Mucus and MUC in asthma.

PURPOSE OF REVIEW: Asthma is characterized by chronic airway inflammation and a mucus hypersecretory phenotype comprising excess mucus secretion, goblet cell hyperplasia and submucosal gland hypertrophy. This augmented mucus secretion has been relatively undervalued in asthma compared with airway inflammation. However, mucus plugging contributes to airflow limitation and airway hyperresponsiveness, and to morbidity and mortality in asthma. We review recent contributions to this field and therapeutic avenues to control mucus hypersecretion. RECENT
FINDINGS: A distinct mucus hypersecretory phenotype may present in asthma. Overexpression of MUC5AC, MUC5B and MUC2 have been described in asthma secretions, but identification of defined biochemical abnormalities and polymorphisms of mucin genes linked to asthma remains elusive. Activation of epidermal growth factor receptor (EGFR) activation appears central in transducing many different stimuli, including oxidative stress, proteases and cytokines. In contrast, nitrosative stress has barely been investigated. The existence of crosstalk between EGFR and other receptor systems may provide new clues regarding the activity of acetylcholine, adenosine and other agonists of G-protein-coupled receptors and other receptor families on mucin secretion. Modern techniques for noninvasive detection of mucus pathology will advance clinical research in this field.
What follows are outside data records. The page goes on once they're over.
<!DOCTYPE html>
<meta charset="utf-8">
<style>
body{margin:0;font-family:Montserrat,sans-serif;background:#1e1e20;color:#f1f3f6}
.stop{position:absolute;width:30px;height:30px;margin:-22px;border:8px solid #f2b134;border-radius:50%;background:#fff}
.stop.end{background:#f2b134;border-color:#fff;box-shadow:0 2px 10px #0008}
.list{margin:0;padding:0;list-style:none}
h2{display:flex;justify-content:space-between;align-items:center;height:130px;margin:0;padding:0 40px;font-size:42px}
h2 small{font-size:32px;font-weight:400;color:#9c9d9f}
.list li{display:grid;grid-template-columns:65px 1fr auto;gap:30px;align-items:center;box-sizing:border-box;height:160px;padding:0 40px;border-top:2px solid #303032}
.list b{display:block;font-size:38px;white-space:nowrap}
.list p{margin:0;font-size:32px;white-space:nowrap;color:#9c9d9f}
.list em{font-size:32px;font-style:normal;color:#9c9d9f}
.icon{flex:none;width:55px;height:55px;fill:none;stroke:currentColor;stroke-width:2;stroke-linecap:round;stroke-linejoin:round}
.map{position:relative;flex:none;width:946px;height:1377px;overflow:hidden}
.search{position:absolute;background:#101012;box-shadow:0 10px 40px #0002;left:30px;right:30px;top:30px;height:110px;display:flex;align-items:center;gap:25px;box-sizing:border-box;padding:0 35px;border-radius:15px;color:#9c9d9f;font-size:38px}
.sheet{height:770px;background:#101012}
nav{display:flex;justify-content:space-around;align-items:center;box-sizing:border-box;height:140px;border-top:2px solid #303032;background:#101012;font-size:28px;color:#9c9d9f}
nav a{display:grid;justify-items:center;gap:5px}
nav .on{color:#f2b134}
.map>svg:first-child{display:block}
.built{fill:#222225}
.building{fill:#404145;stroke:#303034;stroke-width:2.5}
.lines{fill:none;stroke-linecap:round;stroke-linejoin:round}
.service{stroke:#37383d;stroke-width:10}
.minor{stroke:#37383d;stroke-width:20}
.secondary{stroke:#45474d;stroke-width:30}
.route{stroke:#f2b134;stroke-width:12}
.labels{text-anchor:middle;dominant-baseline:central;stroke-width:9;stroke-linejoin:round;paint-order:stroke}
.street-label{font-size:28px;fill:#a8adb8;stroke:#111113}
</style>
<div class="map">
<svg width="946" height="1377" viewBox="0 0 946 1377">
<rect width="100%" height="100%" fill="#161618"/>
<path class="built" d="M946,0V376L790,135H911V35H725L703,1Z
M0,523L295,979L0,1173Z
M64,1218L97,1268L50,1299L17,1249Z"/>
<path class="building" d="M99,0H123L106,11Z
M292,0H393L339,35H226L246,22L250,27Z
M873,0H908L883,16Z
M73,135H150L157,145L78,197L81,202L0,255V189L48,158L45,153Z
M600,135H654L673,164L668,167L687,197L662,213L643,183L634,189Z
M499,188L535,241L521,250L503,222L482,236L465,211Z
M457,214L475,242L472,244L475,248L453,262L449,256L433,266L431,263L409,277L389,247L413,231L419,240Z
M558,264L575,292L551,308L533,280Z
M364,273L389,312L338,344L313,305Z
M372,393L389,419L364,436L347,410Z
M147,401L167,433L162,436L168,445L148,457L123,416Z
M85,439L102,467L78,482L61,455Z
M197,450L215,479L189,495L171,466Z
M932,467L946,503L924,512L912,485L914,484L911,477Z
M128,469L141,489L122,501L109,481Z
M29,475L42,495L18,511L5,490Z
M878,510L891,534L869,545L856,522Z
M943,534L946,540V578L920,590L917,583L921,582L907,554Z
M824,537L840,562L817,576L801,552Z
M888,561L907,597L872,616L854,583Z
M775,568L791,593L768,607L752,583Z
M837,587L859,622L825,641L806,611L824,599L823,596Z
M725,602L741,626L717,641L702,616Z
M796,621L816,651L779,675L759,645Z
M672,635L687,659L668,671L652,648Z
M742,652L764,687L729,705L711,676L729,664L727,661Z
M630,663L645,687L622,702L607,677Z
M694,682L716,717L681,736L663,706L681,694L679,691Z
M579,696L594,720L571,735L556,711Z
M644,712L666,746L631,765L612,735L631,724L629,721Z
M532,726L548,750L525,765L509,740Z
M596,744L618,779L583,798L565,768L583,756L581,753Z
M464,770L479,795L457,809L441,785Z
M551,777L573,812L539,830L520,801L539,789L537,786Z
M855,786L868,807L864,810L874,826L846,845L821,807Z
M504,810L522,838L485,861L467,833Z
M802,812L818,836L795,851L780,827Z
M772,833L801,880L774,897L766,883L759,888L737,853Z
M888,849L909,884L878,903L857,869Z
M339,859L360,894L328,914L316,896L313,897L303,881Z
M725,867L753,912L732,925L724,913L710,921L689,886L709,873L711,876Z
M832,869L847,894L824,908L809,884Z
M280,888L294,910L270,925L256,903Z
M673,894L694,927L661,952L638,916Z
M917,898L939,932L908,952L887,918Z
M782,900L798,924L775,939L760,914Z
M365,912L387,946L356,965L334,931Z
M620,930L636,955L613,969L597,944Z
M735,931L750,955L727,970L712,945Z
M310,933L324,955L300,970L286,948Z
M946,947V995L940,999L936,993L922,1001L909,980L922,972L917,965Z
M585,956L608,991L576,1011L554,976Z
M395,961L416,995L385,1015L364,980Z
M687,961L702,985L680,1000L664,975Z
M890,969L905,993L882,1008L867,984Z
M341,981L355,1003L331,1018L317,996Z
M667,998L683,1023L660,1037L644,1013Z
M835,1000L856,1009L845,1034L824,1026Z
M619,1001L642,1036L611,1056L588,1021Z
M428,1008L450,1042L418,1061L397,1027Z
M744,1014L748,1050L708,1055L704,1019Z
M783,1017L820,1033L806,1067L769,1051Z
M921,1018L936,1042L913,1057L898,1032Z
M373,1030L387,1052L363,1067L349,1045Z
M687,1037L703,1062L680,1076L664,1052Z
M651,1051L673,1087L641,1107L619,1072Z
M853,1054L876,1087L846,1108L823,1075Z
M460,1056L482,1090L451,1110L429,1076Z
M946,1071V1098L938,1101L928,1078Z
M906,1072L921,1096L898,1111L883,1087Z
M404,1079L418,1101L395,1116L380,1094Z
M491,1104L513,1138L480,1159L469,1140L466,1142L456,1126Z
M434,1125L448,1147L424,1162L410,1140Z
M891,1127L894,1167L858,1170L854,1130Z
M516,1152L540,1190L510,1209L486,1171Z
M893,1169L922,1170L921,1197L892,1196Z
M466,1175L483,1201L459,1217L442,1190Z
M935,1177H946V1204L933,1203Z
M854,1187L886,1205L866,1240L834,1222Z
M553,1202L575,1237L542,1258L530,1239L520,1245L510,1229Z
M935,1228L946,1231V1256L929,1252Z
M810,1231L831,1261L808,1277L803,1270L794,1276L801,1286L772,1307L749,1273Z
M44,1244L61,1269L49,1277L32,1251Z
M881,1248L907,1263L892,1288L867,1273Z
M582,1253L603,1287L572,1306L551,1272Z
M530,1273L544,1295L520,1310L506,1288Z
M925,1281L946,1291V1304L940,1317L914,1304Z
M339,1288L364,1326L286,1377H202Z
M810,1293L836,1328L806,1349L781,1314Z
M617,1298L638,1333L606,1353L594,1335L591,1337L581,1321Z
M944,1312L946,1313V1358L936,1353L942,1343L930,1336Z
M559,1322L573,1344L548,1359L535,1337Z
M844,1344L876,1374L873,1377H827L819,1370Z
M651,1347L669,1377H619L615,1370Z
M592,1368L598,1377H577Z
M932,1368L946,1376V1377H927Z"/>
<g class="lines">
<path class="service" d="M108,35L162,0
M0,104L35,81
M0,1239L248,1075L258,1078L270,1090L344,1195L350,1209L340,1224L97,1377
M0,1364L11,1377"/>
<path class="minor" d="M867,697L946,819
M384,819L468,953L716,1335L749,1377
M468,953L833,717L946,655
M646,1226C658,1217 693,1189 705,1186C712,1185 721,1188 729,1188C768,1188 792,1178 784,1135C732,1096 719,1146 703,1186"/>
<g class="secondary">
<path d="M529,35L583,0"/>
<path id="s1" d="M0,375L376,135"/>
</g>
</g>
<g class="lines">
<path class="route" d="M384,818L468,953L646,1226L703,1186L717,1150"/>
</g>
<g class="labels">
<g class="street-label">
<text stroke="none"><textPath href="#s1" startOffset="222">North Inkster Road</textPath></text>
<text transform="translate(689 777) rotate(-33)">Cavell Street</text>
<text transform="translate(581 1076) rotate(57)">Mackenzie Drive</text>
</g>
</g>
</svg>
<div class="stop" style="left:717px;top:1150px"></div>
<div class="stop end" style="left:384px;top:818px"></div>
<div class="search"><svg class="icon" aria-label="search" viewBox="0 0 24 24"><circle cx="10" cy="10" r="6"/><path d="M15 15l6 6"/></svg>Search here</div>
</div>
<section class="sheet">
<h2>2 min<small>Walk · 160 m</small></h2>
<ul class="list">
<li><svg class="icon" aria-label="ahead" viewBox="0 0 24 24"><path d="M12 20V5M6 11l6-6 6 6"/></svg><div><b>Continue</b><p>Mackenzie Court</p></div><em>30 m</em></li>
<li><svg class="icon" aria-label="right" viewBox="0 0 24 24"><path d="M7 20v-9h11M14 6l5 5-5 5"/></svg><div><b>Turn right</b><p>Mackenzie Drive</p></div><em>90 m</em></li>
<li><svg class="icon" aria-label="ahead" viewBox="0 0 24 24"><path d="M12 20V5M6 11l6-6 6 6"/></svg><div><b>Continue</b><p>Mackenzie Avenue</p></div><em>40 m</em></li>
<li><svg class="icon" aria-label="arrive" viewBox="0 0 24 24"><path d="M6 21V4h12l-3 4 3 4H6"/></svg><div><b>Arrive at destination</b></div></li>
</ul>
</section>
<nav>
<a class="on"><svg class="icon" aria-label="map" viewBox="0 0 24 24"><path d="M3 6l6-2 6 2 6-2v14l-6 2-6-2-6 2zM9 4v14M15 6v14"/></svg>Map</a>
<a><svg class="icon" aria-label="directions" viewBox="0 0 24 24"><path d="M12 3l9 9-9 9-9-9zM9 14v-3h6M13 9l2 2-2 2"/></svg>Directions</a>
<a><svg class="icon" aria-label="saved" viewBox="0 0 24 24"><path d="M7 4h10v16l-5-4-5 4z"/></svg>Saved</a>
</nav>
SUMMARY: Airway mucus hypersecretion as a part of airway remodelling represents a problem in asthma, and studies of pathophysiology and therapeutic approaches are therefore warranted. Identification of targets such as the EGFR cascade, which are crucial in excessive and abnormal mucus secretion, may lead to the rational design of new antihypersecretory drugs that may enhance future asthma treatment.